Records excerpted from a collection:
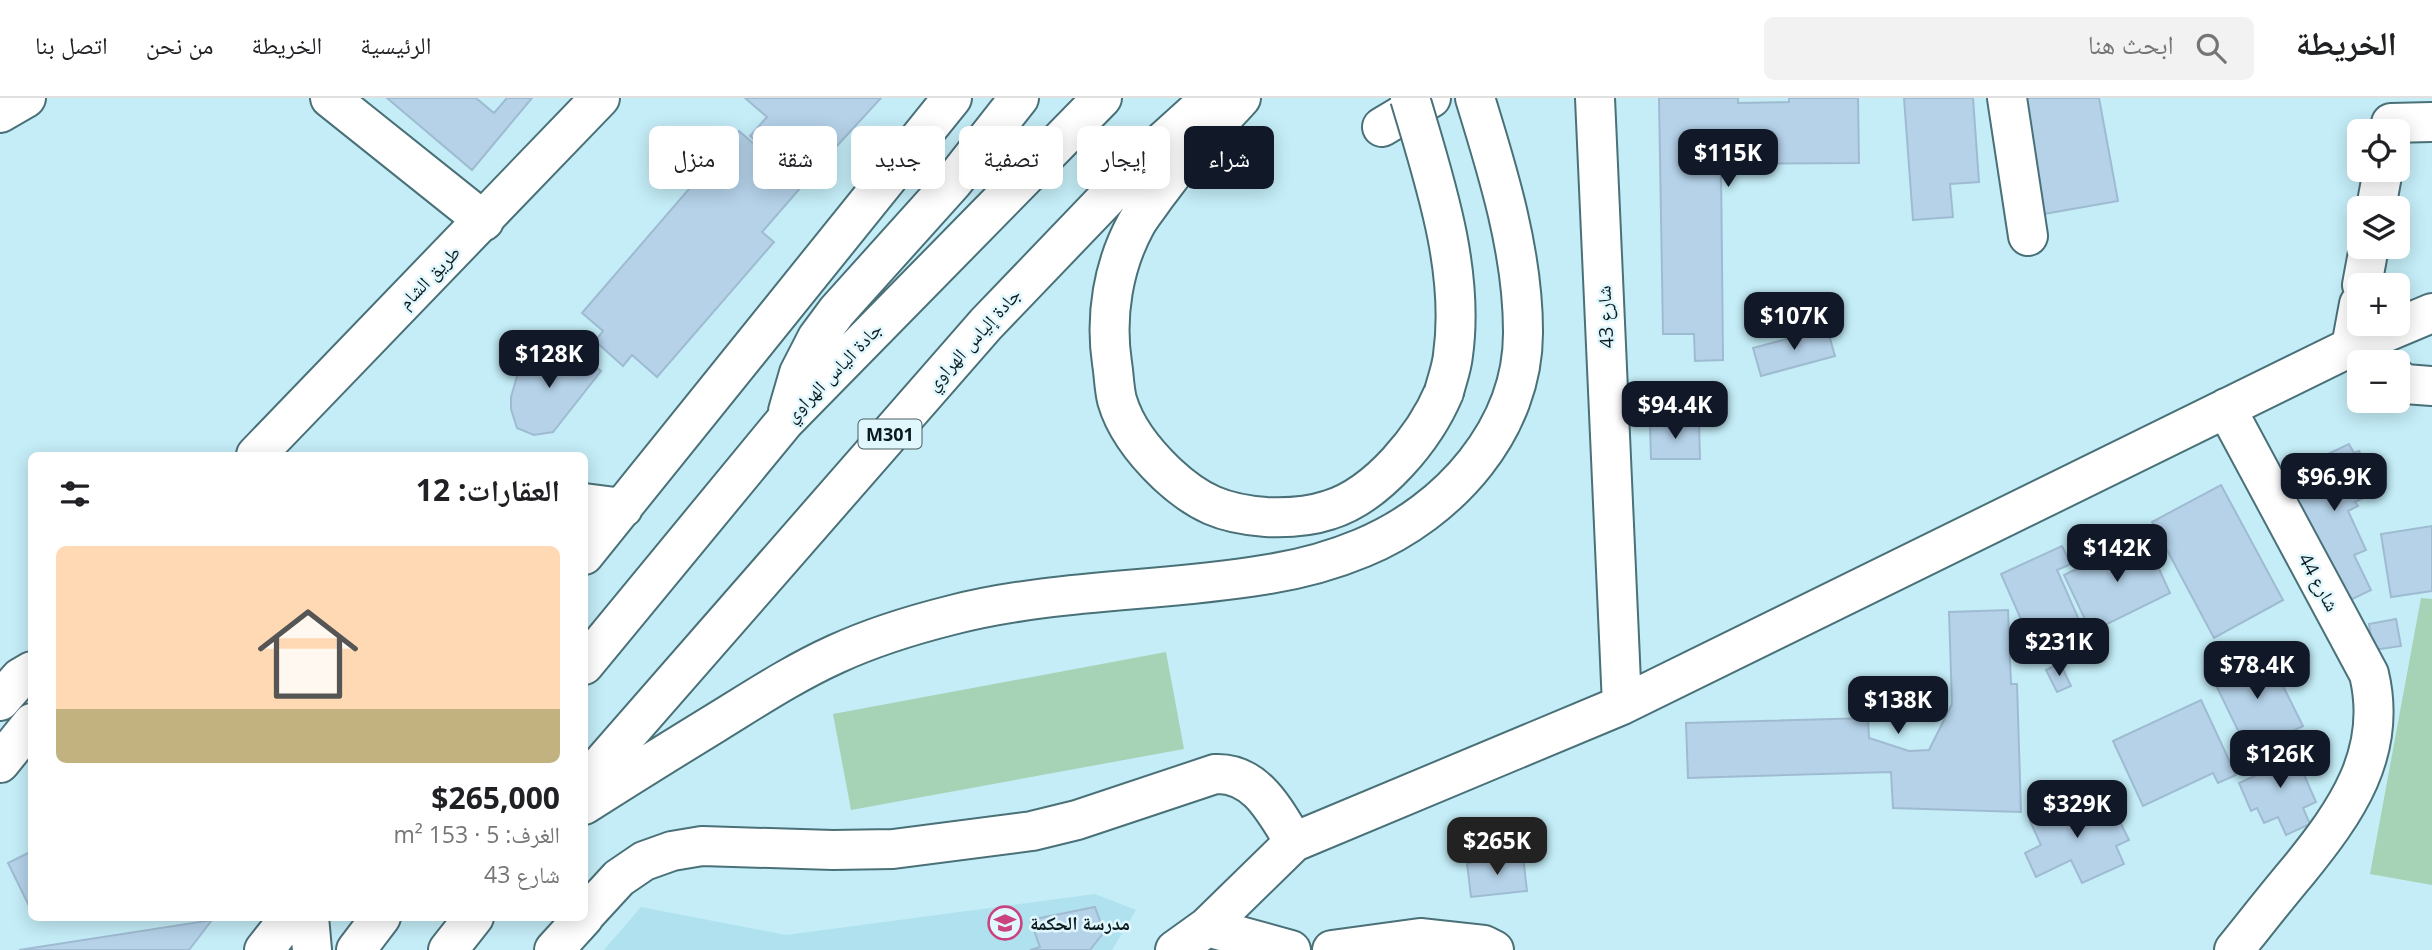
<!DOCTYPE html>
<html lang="ar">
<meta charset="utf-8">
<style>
:root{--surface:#fff;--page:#f2f2f2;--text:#202124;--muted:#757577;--line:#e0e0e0;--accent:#111827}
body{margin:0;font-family:"Open Sans","Noto Naskh Arabic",sans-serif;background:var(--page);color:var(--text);direction:rtl;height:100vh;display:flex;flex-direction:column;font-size:26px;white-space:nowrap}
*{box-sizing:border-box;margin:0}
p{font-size:23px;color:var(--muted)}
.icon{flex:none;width:38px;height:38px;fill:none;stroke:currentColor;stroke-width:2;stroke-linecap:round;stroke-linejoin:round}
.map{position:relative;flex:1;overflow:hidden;direction:ltr}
.sheet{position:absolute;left:28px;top:354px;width:560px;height:469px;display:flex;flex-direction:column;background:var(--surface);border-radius:10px;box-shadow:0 4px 18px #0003;direction:rtl}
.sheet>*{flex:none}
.top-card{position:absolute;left:609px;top:28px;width:665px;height:63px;direction:rtl;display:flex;gap:14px}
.controls{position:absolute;left:2347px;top:21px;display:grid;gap:14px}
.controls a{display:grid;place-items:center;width:63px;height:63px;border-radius:10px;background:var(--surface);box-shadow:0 4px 18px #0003;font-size:35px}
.price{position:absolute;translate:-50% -60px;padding:0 16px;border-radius:14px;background:var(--accent);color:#fff;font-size:23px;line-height:46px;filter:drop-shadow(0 2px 4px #0008)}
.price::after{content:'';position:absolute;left:50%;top:42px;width:21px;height:16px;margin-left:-10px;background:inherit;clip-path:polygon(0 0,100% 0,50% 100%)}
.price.selected{background:#222;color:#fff}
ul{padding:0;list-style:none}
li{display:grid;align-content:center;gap:14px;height:371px;padding:0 28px}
li span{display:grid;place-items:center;height:217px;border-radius:10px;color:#555}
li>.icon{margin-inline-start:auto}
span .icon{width:126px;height:126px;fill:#fffc;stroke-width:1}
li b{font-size:30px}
h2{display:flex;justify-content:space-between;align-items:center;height:84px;padding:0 28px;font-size:30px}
.pill{padding:0 24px;border-radius:10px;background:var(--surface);box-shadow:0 4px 18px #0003;font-size:24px;line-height:63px}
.pill.selected{background:var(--accent);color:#fff}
header{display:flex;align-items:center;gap:42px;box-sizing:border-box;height:98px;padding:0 35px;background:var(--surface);border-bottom:2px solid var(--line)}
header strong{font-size:33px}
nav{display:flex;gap:38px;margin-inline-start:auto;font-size:24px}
.search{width:490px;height:63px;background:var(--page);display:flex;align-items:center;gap:18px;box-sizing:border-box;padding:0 24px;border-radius:10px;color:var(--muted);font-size:26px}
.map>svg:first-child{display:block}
.built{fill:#afe2ee}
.green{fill:#a6d3b6}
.building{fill:#b5d2e9;stroke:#9fbbd1;stroke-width:2}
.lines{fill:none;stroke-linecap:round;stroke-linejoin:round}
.minor-casing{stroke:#4a7078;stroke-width:42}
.major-casing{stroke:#4a7078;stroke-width:42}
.highway-casing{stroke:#4a7078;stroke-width:42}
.minor{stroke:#fff;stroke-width:38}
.major{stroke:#fff;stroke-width:38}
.highway{stroke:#fff;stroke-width:38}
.highway-bridge-casing{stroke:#4a7078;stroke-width:42;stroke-linecap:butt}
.highway-bridge{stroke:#fff;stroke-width:38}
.labels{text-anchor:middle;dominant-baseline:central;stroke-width:5;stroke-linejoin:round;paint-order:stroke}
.shield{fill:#dff7fd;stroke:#4b5c61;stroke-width:2}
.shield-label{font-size:18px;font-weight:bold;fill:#0b1a1e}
.street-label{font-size:19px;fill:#0b1a1e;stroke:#dff7fd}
.poi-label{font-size:19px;font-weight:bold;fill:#0b1a1e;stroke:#dff7fd;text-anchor:start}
</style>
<header>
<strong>الخريطة</strong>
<div class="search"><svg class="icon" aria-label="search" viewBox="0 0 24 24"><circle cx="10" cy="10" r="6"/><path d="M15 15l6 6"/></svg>ابحث هنا</div>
<nav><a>الرئيسية</a><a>الخريطة</a><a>من نحن</a><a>اتصل بنا</a></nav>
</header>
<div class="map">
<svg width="2432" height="852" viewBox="0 0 2432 852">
<rect width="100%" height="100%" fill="#c4edf7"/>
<!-- built -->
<path class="built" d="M1095 796 1136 812 1112 852H604L641 809 786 837Z"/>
<!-- green -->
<path class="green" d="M2421 500 2432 501V787L2370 776Z
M1166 554 1184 651 851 712 833 616Z"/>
<!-- building -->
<path class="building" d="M387 0H476L494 15 507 0H532L472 72Z
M745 0H881L802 86 750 38 767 19Z
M1659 0H1738V5L1789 4V0H1858L1859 65 1721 66 1723 262 1695 263 1694 236H1663Z
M1904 0H1973L1979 84 1950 86 1953 119 1913 122Z
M2016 0H2099L2118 103 2038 117Z
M739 33 802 88 762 134 774 144 657 279 632 257 623 268 595 243 603 233 582 215Z
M1827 230 1835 258 1761 278 1753 250Z
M547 241 579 270 587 262 601 273 553 334 534 337 517 330 511 311V299L518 275Z
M1699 325 1700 361H1651L1650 326Z
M2349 346 2354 355 2359 353 2374 383 2362 389 2367 398 2355 404 2358 408 2348 413 2366 452 2354 457 2371 492 2344 505 2283 377Z
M2221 387 2283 502 2214 540 2152 424Z
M2432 428V493L2391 499 2381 436Z
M2144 438 2170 495 2091 534 2064 477Z
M2062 448 2071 466 2057 472 2079 522 2031 544 2001 476Z
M2008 512 2011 586H2017L2021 714 1893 710 1891 674 1688 680 1686 625 1868 620 1869 640 1909 653 1929 652 1952 606 1949 514Z
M2396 521 2401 548 2373 552 2369 526Z
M2264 550 2303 628 2249 655 2211 577Z
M2060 565 2071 588 2057 594 2046 572Z
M2201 602 2236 677 2218 685 2213 675 2143 708 2113 643Z
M2291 647 2316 704 2303 710 2310 726 2286 737 2278 719 2264 725 2257 710 2251 713 2239 685 2257 677 2251 665Z
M2077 695 2088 718 2112 707 2129 742 2116 748 2124 766 2082 785 2071 762 2036 779 2025 755 2041 747 2030 723 2054 711 2052 707Z
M32 753V814L8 765Z
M1523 758 1527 793 1471 799 1467 765Z
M1095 809 1104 834 1090 852H1030L1040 849 1030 822Z
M212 822 189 852H19Z"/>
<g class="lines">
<defs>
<path id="minor" d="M330 0 484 123
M1595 0 1622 607
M2007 0 2028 138
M0 15 26 0
M2391 25 2432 24
M1382 29 1431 0
M2376 110 2383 72
M2362 187 2369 149
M2359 206 2351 249 2369 261
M2398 281 2405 286 2432 288
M2226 310 2369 576C2388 655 2346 714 2298 773 2276 799 2255 826 2234 852
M584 405 623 410
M584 457 952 0
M584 818 619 780 644 763 672 753 702 748 833 752 893 751 1032 733 1077 722 1215 676C1256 674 1275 713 1294 744
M309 819 312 852
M1207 829 1291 852
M264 852 290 819
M554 852 584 819
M1175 852 1207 829 1294 744 1622 607 2351 249 2432 215
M1332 852 1420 840 1484 847 1494 852"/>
<path id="major" d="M256 357 600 0
M0 603 20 580 32 573
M0 665 32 625"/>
<path id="highway" d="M1241 0C1227 16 1211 31 1197 46 1181 63 1168 82 1154 100 1148 109 1141 117 1136 126 1113 168 1105 218 1112 265 1114 277 1114 290 1117 302 1125 330 1146 356 1167 376 1198 405 1223 416 1266 419 1288 420 1308 419 1329 412 1378 397 1425 339 1444 294
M788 313 799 275 817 240 837 213 953 84 1019 0
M584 567 785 323 1102 0
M584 686 986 226 1150 55 1211 0
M584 707C628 679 673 651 717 624 756 600 794 575 836 556 873 539 912 527 952 517 1054 491 1160 494 1263 477 1297 472 1331 463 1362 450 1449 414 1524 331 1523 233 1523 155 1498 74 1475 0
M356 852 381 819
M448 852 474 819"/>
</defs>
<!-- minor casing -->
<use href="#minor" class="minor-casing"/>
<!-- major casing -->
<use href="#major" class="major-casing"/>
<!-- highway casing -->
<use href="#highway" class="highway-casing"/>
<!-- minor -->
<use href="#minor" class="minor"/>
<!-- major -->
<use href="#major" class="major"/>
<!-- highway -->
<use href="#highway" class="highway"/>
<defs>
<path id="highway-bridge" d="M1410 0C1434 81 1465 172 1453 257 1452 269 1447 282 1444 294"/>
</defs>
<!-- highway-bridge casing -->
<use href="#highway-bridge" class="highway-bridge-casing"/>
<!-- highway-bridge -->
<use href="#highway-bridge" class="highway-bridge"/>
</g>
<!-- icons -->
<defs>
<symbol id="university-ring" viewBox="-11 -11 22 22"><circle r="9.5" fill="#dff7fd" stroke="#ca427f" stroke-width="1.5"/><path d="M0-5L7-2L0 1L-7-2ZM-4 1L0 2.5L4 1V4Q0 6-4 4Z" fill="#ca427f"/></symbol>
</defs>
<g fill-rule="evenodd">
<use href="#university-ring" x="986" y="806" width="38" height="38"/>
</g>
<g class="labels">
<!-- shield labels -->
<rect class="shield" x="858.5" y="321.5" width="63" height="29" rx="5"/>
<g class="shield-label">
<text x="890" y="336">M301</text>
</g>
<!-- street labels -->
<g class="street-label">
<text transform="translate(429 179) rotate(-46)">طريق الشام</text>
<text transform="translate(1605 219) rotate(-93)">شارع 43</text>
<text transform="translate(973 241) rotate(-48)">جادة إلياس الهراوي</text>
<text transform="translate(833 274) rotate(-46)">جادة الياس الهراوي</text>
<text transform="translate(2319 484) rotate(61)">شارع 44</text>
</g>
<!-- poi labels -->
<g class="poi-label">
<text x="1030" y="825">مدرسة الحكمة</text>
</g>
</g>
</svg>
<div class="controls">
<a><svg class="icon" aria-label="locate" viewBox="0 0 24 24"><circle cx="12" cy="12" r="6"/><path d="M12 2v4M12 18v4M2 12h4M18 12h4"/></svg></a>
<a><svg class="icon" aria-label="layers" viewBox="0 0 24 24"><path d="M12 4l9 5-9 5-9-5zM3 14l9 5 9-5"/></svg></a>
<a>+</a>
<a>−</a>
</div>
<b class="price" style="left:1728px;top:91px">$115K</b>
<b class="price" style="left:1794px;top:254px">$107K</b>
<b class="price" style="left:549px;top:292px">$128K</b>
<b class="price" style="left:1675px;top:343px">$94.4K</b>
<b class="price" style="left:2334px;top:415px">$96.9K</b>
<b class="price" style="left:2117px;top:486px">$142K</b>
<b class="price" style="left:2059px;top:580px">$231K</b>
<b class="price" style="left:2257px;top:603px">$78.4K</b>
<b class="price" style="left:1898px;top:638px">$138K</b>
<b class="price" style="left:2280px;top:692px">$126K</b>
<b class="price" style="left:2077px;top:742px">$329K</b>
<b class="price selected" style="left:1497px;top:779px">$265K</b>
<div class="top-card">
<a class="pill selected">شراء</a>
<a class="pill">إيجار</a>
<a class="pill">تصفية</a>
<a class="pill">جديد</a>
<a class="pill">شقة</a>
<a class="pill">منزل</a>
</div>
<section class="sheet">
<h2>العقارات: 12<svg class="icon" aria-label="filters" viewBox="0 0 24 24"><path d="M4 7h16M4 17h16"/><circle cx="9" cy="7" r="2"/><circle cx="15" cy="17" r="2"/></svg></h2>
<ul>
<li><span style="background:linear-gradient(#ffd9b3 75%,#c2b280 0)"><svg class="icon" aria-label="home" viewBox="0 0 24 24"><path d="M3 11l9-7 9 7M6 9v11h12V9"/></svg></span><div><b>$265,000</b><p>الغرف: 5 · 153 m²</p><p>شارع 43</p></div></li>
</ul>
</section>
</div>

Action item:
Scan the entries above for the string "linejoin" and copy each line that contains it.

Response to the task:
.icon{flex:none;width:38px;height:38px;fill:none;stroke:currentColor;stroke-width:2;stroke-linecap:round;stroke-linejoin:round}
.lines{fill:none;stroke-linecap:round;stroke-linejoin:round}
.labels{text-anchor:middle;dominant-baseline:central;stroke-width:5;stroke-linejoin:round;paint-order:stroke}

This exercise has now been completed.